The Financial Services Authority (FSA) today fined Horsham-based Royal and Sun Alliance (RSA) £1.35 million - the largest ever penalty under the pensions review.

The review was set up by the Personal Investment Authority, an FSA predecessor, after the mis-selling scandal of the Eighties.

Its brief was to make sure firms worked through customer bases and identified all cases where people could have been mis-sold pensions.

Companies were then obliged to handle any such cases correctly and quickly.

But a visit by the City watchdog to RSA two years ago unearthed 13,500 cases, nearly a quarter of the insurer's case load, that had not been reviewed.

FSA managing director for regulatory processes and risk Carol Sergeant called the penalty significant.

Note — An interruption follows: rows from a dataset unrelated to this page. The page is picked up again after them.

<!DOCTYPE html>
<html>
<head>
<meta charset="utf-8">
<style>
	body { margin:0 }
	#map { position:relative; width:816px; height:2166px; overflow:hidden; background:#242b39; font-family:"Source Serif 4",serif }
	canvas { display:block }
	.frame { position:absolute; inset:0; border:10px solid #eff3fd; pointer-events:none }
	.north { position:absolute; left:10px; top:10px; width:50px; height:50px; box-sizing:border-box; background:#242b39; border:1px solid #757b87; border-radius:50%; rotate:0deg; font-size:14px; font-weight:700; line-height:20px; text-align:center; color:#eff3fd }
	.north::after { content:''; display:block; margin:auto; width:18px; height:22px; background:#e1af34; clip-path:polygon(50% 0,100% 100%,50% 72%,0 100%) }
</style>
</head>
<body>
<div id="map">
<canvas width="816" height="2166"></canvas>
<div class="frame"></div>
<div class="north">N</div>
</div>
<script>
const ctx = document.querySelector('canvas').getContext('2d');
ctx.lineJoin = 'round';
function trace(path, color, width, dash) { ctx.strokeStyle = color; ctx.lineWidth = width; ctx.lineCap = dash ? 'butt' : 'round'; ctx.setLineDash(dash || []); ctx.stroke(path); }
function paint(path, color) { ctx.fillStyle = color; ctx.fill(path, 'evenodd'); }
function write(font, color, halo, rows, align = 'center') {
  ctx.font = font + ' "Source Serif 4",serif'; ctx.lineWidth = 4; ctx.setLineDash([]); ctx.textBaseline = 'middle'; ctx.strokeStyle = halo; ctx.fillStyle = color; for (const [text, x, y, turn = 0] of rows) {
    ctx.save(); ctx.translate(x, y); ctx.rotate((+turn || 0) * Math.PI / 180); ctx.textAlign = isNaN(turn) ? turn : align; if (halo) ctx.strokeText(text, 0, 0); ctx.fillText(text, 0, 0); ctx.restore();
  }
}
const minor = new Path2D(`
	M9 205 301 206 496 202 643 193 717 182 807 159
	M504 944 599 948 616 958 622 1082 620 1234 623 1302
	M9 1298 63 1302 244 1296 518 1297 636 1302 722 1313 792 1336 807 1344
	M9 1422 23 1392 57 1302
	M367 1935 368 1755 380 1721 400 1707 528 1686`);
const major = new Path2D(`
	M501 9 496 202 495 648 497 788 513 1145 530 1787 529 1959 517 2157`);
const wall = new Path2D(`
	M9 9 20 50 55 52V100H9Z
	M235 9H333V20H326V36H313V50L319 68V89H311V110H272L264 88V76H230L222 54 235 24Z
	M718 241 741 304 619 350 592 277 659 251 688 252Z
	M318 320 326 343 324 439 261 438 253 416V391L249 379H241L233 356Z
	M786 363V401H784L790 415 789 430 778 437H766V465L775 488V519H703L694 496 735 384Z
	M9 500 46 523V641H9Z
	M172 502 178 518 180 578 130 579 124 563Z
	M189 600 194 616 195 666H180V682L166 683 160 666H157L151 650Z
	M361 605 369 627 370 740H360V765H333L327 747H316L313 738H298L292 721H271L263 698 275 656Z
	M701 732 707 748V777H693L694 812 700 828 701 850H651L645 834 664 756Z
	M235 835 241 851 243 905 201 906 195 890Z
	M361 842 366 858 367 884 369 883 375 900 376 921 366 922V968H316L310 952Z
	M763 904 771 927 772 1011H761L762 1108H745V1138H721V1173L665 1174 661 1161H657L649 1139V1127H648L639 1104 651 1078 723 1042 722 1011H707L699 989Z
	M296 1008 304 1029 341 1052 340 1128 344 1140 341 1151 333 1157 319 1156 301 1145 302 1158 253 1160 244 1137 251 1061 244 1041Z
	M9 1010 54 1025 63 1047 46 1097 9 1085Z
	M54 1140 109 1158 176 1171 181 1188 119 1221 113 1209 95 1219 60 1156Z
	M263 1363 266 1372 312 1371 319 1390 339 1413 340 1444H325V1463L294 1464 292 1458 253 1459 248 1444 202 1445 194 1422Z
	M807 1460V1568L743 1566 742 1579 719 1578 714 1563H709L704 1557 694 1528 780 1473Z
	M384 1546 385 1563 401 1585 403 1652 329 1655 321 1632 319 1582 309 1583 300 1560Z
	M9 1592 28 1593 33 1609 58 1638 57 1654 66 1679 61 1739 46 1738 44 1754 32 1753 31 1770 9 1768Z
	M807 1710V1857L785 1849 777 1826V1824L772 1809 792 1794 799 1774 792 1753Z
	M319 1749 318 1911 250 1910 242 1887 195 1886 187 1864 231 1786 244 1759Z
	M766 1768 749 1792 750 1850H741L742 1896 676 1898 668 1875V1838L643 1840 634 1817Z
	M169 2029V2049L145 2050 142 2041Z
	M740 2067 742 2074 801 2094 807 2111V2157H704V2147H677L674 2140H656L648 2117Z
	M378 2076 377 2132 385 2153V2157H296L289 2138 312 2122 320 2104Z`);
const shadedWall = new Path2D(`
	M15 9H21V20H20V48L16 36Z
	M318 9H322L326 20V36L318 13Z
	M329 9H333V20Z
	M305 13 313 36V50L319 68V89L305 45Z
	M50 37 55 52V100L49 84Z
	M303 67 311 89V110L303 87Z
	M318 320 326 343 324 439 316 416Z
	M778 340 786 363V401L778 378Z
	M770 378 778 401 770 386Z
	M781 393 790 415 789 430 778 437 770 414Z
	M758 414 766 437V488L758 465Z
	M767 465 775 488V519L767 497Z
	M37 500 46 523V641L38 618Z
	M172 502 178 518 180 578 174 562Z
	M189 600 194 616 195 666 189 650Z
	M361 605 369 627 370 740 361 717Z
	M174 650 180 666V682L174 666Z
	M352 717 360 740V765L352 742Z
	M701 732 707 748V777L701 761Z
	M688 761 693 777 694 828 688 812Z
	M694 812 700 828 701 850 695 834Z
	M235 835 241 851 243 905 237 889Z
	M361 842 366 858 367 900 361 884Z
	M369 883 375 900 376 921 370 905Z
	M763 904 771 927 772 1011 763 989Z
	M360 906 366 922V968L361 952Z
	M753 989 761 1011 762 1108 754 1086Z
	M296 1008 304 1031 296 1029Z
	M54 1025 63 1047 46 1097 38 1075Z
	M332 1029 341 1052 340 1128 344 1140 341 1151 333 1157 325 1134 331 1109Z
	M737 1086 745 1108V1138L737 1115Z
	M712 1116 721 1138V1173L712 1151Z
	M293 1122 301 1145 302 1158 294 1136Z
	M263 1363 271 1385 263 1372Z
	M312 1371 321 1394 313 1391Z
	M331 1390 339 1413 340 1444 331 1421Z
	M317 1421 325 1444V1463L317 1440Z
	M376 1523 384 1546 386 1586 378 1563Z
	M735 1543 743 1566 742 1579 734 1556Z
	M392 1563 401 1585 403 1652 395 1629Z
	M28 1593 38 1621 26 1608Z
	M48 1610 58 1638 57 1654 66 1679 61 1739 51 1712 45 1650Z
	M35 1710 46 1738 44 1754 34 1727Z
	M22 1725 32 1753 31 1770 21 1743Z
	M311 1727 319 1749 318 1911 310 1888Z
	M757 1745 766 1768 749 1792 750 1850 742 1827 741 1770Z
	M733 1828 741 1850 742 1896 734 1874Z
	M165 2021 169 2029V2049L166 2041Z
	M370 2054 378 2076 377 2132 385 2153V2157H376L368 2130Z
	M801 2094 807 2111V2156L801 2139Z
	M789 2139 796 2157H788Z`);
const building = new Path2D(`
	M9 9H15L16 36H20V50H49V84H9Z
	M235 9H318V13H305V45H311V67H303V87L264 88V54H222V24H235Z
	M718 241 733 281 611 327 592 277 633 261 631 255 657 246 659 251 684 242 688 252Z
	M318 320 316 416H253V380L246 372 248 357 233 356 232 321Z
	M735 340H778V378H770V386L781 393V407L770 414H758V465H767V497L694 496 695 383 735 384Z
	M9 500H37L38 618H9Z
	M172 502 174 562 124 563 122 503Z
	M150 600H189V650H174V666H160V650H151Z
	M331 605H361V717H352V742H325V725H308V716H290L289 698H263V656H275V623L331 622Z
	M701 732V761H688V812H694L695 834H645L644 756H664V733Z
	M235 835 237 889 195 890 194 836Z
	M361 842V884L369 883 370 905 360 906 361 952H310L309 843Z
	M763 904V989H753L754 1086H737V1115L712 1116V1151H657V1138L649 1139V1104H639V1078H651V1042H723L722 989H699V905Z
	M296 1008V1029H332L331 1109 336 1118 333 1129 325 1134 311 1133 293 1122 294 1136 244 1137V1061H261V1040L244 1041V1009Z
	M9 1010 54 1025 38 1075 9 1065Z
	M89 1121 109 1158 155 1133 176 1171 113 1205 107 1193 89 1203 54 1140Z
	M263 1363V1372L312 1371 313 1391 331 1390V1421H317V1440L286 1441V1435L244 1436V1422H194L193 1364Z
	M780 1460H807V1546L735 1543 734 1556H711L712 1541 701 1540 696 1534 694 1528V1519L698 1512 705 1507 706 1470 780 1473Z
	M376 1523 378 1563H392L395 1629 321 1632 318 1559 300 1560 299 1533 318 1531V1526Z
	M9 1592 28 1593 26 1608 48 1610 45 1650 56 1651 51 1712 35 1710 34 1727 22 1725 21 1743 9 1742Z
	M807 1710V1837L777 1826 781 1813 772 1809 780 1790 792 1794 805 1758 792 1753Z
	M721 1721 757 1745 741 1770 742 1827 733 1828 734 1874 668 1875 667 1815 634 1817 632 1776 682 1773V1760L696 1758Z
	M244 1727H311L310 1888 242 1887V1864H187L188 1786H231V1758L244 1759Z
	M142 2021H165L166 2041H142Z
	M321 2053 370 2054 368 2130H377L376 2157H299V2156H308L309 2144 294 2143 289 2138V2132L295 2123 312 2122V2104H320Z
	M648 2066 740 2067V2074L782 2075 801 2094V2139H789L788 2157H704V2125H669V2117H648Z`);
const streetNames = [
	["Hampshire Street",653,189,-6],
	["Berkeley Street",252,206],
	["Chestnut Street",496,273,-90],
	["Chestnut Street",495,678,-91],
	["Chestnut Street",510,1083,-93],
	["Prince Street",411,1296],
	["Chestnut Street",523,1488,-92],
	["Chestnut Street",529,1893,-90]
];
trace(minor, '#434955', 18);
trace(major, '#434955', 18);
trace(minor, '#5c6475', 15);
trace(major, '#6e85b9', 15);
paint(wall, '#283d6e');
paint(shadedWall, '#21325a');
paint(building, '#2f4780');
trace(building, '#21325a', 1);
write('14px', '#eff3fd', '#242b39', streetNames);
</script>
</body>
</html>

She said: "The FSA expects firms to identify and provide compensation to all consumers due redress and to complete the pensions review on time.

"This is a significant penalty to reflect the serious nature of RSA's past failings in its handling of the review."

RSA was fined £225,000 in 1997 but today's penalty is the largest ever under the review and dwarfs the previous highest fine, Prudential's £650,000.

RSA incurred such a high charge for two key reasons.

The first was it had been fined before.

The second was there was also a risk the cases would not have been discovered without the FSA's intervention, meaning that investors could have missed out on more than £32 million in redress.

Ms Sergeant said: "The FSA is determined to ensure consumers who are due redress from firms, for whatever reasons, have their cases dealt with in a timely and effectively manner.

"The responsibility for delivering this rests with senior management of firms, who must ensure proper control and monitoring of such work."